British writer Mick Herron, best known for his Slough House series beginning with Slow Horses, has been awarded the Crime Writers’ Association (CWA) Diamond Dagger award for lifetime contribution to crime writing.
“To receive this accolade from these friends and colleagues is a career highlight and a personal joy,” said Herron. “I’m touched and thrilled beyond measure, and will try to live up to the honour.”
Born in Newcastle, Herron studied English at Oxford, where he still lives. He began writing fiction while working as a sub-editor in London, finding the time to write about 350 words a day. His first novel, Down Cemetery Road, was published in 2003 and is the first of four books in his Zoë Boehm series. It will be adapted for television by Apple TV+ starring Emma Thompson and Ruth Wilson.
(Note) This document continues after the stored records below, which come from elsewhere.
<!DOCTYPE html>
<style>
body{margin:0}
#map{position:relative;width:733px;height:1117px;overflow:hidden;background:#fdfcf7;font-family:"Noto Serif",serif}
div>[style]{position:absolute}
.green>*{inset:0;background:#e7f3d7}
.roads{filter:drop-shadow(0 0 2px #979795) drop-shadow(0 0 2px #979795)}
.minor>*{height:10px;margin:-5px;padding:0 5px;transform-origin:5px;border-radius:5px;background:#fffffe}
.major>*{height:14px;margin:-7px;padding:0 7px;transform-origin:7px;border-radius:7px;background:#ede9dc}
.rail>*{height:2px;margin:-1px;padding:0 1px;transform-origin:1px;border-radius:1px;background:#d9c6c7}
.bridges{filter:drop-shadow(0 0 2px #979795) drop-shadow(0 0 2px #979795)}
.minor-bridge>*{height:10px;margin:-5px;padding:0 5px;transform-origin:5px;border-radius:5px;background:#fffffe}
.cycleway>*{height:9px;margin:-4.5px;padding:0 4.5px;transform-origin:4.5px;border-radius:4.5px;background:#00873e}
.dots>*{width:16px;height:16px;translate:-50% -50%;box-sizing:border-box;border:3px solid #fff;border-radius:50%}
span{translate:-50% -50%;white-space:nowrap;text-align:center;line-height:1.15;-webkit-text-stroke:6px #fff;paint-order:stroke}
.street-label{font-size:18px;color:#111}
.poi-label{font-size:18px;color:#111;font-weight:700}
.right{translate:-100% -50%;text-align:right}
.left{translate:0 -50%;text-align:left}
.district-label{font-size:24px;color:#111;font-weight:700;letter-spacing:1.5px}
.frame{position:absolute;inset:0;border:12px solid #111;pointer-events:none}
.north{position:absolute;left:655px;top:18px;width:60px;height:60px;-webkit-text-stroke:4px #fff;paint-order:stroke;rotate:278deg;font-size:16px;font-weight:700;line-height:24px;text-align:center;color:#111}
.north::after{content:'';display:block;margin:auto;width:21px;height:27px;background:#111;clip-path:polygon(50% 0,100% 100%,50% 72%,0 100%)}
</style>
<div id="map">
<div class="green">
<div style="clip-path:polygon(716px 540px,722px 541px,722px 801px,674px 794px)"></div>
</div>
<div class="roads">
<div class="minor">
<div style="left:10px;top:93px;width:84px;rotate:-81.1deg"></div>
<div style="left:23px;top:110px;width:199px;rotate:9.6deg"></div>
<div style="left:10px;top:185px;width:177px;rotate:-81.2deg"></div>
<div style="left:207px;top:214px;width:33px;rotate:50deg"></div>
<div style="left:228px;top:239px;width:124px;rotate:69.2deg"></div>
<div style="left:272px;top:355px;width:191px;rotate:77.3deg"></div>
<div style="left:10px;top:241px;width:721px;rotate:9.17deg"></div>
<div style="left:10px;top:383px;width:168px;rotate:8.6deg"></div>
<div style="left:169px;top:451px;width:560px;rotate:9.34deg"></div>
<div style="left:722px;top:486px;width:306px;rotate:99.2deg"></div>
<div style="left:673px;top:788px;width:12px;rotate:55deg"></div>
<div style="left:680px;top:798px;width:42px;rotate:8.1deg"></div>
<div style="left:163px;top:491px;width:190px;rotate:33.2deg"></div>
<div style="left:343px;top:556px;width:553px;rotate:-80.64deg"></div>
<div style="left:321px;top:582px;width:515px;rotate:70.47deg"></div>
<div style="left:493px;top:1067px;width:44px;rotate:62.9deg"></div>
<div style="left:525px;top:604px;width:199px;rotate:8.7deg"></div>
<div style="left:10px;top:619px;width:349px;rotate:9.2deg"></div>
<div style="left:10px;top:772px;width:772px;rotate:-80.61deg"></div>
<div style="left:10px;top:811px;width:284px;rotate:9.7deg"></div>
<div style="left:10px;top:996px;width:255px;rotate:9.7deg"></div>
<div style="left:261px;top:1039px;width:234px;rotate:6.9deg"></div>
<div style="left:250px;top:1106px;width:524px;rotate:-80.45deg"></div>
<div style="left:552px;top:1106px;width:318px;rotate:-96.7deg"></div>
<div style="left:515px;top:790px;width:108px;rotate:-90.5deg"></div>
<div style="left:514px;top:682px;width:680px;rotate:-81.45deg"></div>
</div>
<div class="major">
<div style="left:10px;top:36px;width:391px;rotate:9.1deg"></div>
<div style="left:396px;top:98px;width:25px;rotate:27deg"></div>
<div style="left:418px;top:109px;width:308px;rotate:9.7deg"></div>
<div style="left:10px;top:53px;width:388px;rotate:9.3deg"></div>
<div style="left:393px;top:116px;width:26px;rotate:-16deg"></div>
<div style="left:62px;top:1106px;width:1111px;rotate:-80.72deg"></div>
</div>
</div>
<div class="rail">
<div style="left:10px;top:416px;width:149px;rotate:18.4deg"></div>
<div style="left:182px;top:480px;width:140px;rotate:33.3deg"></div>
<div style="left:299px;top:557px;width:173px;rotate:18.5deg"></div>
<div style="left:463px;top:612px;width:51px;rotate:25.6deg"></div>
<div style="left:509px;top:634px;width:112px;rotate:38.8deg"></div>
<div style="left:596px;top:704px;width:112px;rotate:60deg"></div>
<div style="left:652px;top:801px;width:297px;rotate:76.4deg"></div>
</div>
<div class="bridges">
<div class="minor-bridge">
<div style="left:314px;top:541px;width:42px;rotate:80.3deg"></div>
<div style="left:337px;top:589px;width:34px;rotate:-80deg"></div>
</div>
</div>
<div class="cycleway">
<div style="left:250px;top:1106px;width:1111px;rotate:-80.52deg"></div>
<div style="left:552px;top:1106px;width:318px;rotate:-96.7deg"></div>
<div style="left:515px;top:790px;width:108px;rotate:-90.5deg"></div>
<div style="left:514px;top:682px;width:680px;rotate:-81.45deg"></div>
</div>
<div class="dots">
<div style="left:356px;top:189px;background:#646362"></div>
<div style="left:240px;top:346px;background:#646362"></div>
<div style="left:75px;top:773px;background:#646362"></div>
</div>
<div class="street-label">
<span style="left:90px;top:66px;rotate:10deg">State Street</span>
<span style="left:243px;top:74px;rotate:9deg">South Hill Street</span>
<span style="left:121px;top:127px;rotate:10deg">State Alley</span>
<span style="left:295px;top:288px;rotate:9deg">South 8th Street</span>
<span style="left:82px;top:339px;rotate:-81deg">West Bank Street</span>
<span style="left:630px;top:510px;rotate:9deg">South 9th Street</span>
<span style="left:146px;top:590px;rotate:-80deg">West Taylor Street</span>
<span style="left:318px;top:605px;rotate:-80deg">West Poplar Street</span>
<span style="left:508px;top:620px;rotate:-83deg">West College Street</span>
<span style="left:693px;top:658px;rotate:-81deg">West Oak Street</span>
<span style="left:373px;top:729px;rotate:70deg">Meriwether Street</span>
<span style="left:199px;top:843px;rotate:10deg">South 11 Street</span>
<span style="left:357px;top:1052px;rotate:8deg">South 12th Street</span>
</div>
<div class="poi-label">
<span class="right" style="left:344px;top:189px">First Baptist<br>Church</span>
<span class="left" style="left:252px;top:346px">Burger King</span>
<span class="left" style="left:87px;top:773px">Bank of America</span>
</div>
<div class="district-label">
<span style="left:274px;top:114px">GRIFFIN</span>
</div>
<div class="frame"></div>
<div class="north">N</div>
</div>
In 2010, he published Slow Horses, which follows a group of disgraced MI5 agents. Further Slough House novels include Dead Lions, Real Tigers and Spook Street, with the most recent being Bad Actors, published in 2022. The same year, the first series of the television adaptation of Slow Horses premiered on Apple TV+, starring Gary Oldman as Jackson Lamb. Three further seasons have since been released, with two more in the works.
Two books in the Slough House series have previously been recognised by the CWA: Dead Lions won the Gold Dagger in 2013, while Spook Street won the Ian Fleming Steel Dagger in 2017. Herron has also published several standalone novels, including Reconstruction, Nobody Walks and, most recently, The Secret Hours.
“I am delighted that the Diamond Dagger judges have picked Mick as their recipient this year,” said CWA chair Vaseem Khan. “Few could be more deserving. Mick is the quintessential writers’ writer and his Slough House novels have, by general consensus, reinvented the spy thriller, going on to delight millions on the page and on screen. The Diamond Dagger is a fitting tribute to a writer whose work has become cultural marker and record of our time.”
CWA members make nominations for the Diamond Dagger, which are then narrowed down to a shortlist by industry experts before being voted on by a panel of past winners.
Past recipients include John le Carré, Ruth Rendell, Val McDermid, Ian Rankin and PD James. Last year, Lynda La Plante and James Lee Burke shared the award.